Twinkle, Twinkle - - - Like a Zircon in the Sky

"Distant Star Enveloped By Ingredients for Fake Diamonds "
Space.com (December 7, 2010)

"A faraway star sparkles with the largest amount of zirconium — the stuff fake diamonds are made from — ever seen, according to a new study.

"The star has about 10,000 times more zirconium than our sun, in a form never recorded by astronomers before, researchers said. The strange star also has far more than the usual amounts of other elements like strontium, germanium and yttrium, they added.

" 'The huge excess of zirconium was a complete surprise,' the study's lead author, Naslim Neelamkodan, from Northern Ireland's Armagh Observatory, said in a statement. 'We had no reason to think this star was more peculiar than any other faint blue star discovered so far.'

"The researchers estimate that the zirconium cloud layer on the star weighs about 4 billion tons, or 4,000 times the world's annual production of zirconium...."

The star's called LS IV-14 116, it's about 2,000 light-years away and too dim to see without a really good telescope.
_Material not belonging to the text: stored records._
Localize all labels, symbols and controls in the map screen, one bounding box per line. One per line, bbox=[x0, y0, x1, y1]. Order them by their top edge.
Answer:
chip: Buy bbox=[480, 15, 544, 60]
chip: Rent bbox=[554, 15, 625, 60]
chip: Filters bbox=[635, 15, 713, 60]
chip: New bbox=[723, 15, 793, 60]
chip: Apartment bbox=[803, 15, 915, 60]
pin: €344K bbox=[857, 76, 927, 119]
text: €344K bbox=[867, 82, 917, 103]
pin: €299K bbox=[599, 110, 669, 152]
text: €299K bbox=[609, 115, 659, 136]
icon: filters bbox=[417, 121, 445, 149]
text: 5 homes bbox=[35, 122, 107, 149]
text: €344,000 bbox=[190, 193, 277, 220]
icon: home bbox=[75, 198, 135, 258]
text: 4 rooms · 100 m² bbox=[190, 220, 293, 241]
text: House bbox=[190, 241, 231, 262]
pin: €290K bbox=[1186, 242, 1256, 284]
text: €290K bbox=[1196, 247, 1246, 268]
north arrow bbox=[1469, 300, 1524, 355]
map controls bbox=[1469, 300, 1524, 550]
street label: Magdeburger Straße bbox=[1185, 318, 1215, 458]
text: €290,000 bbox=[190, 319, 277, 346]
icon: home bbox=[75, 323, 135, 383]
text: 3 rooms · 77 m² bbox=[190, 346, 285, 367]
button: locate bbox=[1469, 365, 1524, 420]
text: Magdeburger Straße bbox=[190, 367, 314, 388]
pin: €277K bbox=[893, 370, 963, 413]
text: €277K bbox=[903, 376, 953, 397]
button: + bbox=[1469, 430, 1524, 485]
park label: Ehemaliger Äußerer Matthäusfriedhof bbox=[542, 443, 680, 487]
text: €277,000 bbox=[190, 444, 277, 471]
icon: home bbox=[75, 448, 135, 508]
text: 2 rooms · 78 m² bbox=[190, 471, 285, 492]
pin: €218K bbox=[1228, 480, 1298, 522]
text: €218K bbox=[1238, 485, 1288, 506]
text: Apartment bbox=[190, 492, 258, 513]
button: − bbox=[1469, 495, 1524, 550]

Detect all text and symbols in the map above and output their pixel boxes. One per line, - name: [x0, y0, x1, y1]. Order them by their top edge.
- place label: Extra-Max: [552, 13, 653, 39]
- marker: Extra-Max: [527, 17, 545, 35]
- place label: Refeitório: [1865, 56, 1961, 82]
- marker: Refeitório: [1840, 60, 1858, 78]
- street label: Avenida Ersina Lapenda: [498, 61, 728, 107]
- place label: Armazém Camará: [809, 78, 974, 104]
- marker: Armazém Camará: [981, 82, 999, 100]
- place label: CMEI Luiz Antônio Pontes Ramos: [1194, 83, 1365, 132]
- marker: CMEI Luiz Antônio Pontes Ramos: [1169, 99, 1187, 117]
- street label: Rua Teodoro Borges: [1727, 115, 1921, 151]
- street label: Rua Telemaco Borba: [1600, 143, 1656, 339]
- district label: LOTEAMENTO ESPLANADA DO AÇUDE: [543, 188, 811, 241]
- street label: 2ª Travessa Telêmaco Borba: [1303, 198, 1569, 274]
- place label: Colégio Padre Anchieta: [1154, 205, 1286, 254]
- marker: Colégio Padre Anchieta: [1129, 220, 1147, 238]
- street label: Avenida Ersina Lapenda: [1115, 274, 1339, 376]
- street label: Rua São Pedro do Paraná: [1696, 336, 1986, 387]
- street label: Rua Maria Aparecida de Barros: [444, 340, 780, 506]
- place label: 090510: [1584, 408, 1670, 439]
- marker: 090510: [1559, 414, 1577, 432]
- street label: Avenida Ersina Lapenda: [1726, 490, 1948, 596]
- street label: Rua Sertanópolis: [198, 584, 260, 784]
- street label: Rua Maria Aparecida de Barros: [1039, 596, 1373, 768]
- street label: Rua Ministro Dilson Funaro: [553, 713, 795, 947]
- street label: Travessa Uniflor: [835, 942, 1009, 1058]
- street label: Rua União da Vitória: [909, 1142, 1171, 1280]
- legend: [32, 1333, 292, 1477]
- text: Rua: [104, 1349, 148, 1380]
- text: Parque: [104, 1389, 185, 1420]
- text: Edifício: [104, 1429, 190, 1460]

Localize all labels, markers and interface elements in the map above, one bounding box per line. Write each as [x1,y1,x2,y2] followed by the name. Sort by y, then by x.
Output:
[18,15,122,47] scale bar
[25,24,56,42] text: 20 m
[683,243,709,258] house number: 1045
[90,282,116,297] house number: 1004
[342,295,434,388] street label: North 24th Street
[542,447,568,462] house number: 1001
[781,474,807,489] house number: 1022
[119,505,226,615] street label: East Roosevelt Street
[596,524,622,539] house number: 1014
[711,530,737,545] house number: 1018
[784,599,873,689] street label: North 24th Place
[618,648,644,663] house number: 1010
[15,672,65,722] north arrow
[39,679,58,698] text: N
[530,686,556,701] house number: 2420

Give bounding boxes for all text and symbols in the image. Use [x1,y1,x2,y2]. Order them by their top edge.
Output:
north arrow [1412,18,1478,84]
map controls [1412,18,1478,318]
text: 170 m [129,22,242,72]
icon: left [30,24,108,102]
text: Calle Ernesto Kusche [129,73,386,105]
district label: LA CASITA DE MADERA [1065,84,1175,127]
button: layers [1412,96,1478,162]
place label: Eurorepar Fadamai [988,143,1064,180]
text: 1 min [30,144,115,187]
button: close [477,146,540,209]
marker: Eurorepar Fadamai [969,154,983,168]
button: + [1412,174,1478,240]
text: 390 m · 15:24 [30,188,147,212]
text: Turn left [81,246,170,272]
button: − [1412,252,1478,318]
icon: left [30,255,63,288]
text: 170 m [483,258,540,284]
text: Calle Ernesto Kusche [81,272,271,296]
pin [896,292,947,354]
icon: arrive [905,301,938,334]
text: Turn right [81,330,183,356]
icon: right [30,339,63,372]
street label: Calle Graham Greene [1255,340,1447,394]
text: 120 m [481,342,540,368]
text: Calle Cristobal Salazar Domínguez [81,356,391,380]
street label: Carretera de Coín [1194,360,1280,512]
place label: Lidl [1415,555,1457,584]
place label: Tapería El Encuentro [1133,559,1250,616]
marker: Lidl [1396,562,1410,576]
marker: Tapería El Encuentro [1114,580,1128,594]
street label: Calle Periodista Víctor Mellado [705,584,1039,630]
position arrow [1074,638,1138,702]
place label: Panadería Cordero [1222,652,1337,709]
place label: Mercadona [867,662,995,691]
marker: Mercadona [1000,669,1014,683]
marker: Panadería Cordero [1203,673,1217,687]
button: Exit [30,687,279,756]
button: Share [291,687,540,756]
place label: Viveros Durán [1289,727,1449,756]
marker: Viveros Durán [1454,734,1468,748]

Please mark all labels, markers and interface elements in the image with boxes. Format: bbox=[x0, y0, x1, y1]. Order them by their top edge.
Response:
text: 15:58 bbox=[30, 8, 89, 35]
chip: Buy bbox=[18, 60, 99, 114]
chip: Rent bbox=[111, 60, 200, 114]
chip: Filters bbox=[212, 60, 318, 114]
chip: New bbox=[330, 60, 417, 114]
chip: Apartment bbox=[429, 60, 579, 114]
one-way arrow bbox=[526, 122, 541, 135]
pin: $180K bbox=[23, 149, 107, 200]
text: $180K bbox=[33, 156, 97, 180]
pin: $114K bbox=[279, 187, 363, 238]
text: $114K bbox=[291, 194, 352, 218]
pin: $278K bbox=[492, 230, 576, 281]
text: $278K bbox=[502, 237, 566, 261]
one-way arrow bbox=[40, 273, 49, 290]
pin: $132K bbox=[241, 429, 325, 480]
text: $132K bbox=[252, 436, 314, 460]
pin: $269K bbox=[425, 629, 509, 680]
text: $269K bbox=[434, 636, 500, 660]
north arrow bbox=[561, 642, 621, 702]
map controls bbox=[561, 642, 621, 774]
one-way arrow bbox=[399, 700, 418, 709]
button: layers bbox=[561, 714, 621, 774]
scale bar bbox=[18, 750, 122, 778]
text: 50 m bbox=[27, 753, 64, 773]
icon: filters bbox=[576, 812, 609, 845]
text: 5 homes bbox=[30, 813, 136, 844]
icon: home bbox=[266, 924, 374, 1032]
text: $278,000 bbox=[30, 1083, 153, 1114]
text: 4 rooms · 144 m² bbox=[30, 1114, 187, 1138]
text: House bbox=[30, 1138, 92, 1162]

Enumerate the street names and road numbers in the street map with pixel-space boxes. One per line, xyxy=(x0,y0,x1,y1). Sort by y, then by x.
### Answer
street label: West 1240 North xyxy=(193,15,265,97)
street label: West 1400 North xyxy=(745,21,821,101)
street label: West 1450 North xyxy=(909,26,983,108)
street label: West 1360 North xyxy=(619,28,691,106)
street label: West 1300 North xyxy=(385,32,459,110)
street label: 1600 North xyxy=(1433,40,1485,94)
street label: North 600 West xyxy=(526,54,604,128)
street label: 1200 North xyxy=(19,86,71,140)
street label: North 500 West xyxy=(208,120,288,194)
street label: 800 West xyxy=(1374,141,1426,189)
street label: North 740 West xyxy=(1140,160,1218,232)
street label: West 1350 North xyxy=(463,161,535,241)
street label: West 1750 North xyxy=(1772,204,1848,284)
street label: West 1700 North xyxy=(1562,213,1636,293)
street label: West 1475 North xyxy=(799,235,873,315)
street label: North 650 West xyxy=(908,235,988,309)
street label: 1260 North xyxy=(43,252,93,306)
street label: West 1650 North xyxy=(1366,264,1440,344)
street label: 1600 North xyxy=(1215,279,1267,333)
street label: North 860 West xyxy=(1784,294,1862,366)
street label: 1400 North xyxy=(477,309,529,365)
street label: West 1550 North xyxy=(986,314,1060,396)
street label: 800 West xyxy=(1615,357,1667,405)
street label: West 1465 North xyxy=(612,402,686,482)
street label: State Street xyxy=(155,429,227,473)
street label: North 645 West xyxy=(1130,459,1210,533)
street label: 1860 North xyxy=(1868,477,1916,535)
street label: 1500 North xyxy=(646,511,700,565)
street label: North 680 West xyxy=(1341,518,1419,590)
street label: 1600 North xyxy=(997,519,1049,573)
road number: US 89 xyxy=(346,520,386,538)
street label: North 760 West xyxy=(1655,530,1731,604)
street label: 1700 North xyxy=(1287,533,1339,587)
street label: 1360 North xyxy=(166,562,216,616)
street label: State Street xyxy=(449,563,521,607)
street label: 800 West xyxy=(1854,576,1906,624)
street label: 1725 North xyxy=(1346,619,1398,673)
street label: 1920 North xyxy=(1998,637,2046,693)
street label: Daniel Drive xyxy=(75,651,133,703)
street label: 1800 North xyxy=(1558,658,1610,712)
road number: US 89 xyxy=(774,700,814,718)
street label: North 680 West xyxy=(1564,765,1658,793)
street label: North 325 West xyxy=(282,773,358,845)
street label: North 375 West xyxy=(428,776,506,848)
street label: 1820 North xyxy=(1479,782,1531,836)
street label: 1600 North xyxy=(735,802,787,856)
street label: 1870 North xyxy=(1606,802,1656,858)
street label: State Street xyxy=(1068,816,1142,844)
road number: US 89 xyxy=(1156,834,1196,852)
If you could see it, it'd be on or near the border between the constellations Capricorn and Aquarius.

And no: the Lemming does not think that the freakishly high concentration of zirconium on that star is evidence of space aliens. It'd make a good story though: Enterprising space aliens fiddling with a star's chemistry to produce billions of tons of zirconium - which they would use to mass-produce cubic zirconia jewelry, undercutting the galaxy's diamond trade and thereby crushing the De Beers-Illuminati conspiracy!

Oops. The Lemming got carried away.

Back to the real world and LS IV-14 116.

Apparently the star is of the sort called a helium-rich hot subdwarf, except that it's - different. As the article said:

"...They found evidence of various common elements, as expected. But less expected were the strong signals indicating the presence of zirconium, in an odd form that exists only at temperatures above 36,000 degrees Fahrenheit (20,000 degrees Celsius).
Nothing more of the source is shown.